The United States Environmental Protection Agency (EPA) estimates that the utilization of such idling reduction technology could reduce fuel consumption of a long-haul tractor by 7,200 litres per year — which would translate into a GHG emissions reduction of 19 metric tonnes, 2.8 kilograms of PM and more than 134 kilograms of NOx, Bradley notes.
The weight allowance policy also removes one of the disincentives to the trucking industry purchasing idle reduction or auxiliary power units — reduction in payload capacity for the tractor-trailer unit.
The weight of these auxiliary heating/cooling units can reduce a truck’s payload by as much as 500 lbs.
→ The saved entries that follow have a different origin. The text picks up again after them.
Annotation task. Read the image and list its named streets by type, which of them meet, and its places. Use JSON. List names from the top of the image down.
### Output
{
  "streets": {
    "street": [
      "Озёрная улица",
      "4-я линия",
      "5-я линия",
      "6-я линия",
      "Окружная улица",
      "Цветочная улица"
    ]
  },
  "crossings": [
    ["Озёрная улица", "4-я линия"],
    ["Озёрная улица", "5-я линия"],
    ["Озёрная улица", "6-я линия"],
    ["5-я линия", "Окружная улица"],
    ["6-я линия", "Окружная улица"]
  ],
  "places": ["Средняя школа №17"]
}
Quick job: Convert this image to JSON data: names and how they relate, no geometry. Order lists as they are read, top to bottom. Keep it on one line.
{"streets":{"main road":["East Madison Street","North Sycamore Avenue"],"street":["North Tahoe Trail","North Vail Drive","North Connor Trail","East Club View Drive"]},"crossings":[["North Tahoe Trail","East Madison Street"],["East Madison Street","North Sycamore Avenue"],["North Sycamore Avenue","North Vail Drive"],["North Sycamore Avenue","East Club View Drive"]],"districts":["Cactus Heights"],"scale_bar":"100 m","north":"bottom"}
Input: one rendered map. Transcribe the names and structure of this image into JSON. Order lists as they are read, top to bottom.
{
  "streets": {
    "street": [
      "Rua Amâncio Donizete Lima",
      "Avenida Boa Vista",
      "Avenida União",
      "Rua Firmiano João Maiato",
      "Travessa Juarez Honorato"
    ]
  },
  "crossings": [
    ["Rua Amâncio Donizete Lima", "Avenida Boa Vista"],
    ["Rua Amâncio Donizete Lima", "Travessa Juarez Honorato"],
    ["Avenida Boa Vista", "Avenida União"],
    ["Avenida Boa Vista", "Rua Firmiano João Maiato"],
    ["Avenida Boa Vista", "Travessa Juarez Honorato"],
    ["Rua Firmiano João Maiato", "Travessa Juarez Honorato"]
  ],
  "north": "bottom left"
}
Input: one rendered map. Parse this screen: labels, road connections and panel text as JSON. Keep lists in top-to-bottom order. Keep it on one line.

A report by the U.S. Department of Energy’s Argonne Laboratories found that the weight of these auxiliary units decreased a trucking company’s overall revenue by as much 0.6 percent, CTA point out. “In an industry with razor thin margins such a revenue decrease would be deemed significant.”
US Federal Highway Administration (FHWA), should devise a system of enforcement that does not preclude immediate and national utilization of this weight allowance, says Bradley.
“CTA would strongly recommend maximizing this environmental opportunity by providing to all heavy-duty vehicles, tractor-trailers and straight trucks the full 400 lb exemption — this should be provided on the gross vehicle weight of the complete configuration on all state, national and local roads.
“Furthermore, the 400 lb weight allowance should be provided for all technologies that reduce heavy-truck idling regardless of the product’s actual weight,” Bradley says.
It was reported by U.S. trucking media last month that despite the federal measure, truckers with APUs are still getting nabbed in some states for being overweight.
A memo from the FHWA’s Size and Weight Division at the time confirmed that it’s up to each individual state’s vehicle enforcement officials to recognize the allowance written in the bill.
“We determined that (the exemption) does not pre-empt state regulations or compel the states to grant the increased weight tolerance,” the memo said. “Rather, (the exemption) simply increases the federal interstate maximum weight limits to compensate for the weight of the APUs installed.”
Truckers from across the U.S. have reportedly run into roadside inspectors that refuse to acknowledge the additional weight allowance for APUs.
In the meantime, CTA is strongly recommending that FHWA does not discriminate between products supplied by the original equipment manufactures and after-market service providers.
In the long-term a single credential card could be provided to all purchasers of the equipment at the time of sale — aftermarket or at the time of purchase of the heavy-duty truck. “Again in the short-term, a 400 lb weight allowance should be provided to all vehicles that can prove they have purchased an idling reduction device or auxiliary power unit. Proof should take the form of physical evidence — the device itself or receipt of purchase.”
CTA is also lobbying Canadian officials for similar weight allowances for carriers spec’ing anti-idling technology. The group says such measures, as well as mandating speed limiters and allowing wide-base tire uniformity with duals, would cut down on engine emissions and conserve fuel.